The Daily Practice of Accepting Death

Of all the thoughts that bounce around our skulls each day, death is rarely one of them. There has never been a safer time to be alive.

And still, it's right there, always. 

In his new book, Show Your Work!, Austin Kleon recommends the daily practice of reading obituaries. Kleon explains:

Obituaries are like near-death experiences for cowards.

You don't have to go looking for trouble to practice realizing the terrifying truth that this will end. Meditate on it enough and it should be your guide.

Samurais trained relentlessly. They strongly believed you should always “be prepared” (they were like the deadliest Boy Scouts imaginable.)
— Eric Barker

This is the strategy of the samurai. Business Insider blogger Eric Barker recently questioned what made ancient samurais so cool with death being in their job description. The answer: control. Meditating on the ultimate possibility of being stabbed in battle gave them clarity and purpose. They didn't need to distract or busy themselves with thoughts about all the dangers. They just fought. 

It wasn't a matter of life or death when Michael Phelps hit the water, but the same idea applies when he swam in the 2008 Summer Olympics. Charles Duhigg, author of The Power of Habit, wrote that Phelps was so ingrained in his process that he was prepared for any scenario. And when water filled Phelps' goggles halfway through the 200-meter butterfly race, he was able to keep calm and carry on, blindly swimming to victory, another gold medal and a world record.

You need to quiet your mind from the destructiveness of your own thoughts. If you can calmly comprehend the worst case scenario and prepare for it, there is no reason to panic. Yes, you will fail and, yes, you will die. If you can remind yourself of that, you'll have the inspiration to live without fear stalling or freezing you. 

Of course, it's all in how you accept it. I wrote an obituary for myself in an undergraduate journalism class and it was crushing. I was too young to feel like I accomplished anything and death would have meant ultimate failure. Life felt reduced to a paragraph.
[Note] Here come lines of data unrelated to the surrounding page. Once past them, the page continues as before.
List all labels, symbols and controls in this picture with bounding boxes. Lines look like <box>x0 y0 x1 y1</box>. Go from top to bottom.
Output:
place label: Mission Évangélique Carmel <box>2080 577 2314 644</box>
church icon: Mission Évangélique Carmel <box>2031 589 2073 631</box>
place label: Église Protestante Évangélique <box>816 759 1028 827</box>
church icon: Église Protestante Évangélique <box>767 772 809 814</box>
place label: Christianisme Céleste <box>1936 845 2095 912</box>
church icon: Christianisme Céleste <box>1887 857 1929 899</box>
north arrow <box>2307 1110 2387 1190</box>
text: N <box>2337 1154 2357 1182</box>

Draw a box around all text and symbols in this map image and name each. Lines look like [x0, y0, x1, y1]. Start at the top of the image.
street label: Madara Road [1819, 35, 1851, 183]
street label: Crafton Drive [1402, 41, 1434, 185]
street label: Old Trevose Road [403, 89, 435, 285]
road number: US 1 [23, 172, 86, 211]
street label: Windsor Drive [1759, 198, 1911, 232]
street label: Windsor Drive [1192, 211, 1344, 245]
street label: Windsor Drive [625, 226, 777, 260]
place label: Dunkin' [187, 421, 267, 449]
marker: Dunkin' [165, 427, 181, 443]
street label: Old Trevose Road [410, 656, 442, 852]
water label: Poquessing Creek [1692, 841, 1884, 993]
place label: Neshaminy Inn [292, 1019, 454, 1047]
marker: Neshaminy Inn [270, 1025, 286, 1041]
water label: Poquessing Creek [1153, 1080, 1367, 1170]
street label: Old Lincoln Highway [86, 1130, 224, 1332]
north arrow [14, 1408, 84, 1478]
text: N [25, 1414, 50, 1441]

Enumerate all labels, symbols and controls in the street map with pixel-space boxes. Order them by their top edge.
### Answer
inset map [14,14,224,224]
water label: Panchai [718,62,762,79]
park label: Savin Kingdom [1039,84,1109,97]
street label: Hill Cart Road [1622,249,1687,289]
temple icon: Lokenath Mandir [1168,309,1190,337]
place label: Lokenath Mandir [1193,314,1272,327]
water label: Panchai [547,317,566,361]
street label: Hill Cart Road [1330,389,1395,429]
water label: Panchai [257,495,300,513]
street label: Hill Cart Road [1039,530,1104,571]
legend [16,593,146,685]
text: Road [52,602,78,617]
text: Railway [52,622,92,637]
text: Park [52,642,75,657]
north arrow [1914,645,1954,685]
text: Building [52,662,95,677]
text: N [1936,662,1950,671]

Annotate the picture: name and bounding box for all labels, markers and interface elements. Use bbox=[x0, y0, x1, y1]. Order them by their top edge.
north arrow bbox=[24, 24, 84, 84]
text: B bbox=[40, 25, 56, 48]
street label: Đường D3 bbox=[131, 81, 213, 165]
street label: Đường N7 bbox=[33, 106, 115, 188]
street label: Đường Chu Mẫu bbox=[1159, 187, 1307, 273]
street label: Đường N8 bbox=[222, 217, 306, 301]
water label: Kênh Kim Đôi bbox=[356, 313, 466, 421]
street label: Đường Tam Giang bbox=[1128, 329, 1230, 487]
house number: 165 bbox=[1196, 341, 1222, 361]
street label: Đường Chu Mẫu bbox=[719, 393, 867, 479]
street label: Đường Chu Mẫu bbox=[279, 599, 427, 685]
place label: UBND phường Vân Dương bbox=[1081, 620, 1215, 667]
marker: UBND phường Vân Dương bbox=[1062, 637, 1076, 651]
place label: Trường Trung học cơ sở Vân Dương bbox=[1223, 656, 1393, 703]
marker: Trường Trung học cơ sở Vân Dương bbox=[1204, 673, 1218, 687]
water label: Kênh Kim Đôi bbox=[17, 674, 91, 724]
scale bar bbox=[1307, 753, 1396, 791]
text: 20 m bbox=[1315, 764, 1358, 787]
With death as the backdrop, the all-important questions of life can be answered every day when you take action. Waking up to know it could end means you can cherish every breath, e-mail, hug, or beer. You have a plan of action when shit goes down. You're always ready to spring into sword-wielding, blind-swimming action.

If you get one life to live and one obituary to sum up your days, what do you want it to say? 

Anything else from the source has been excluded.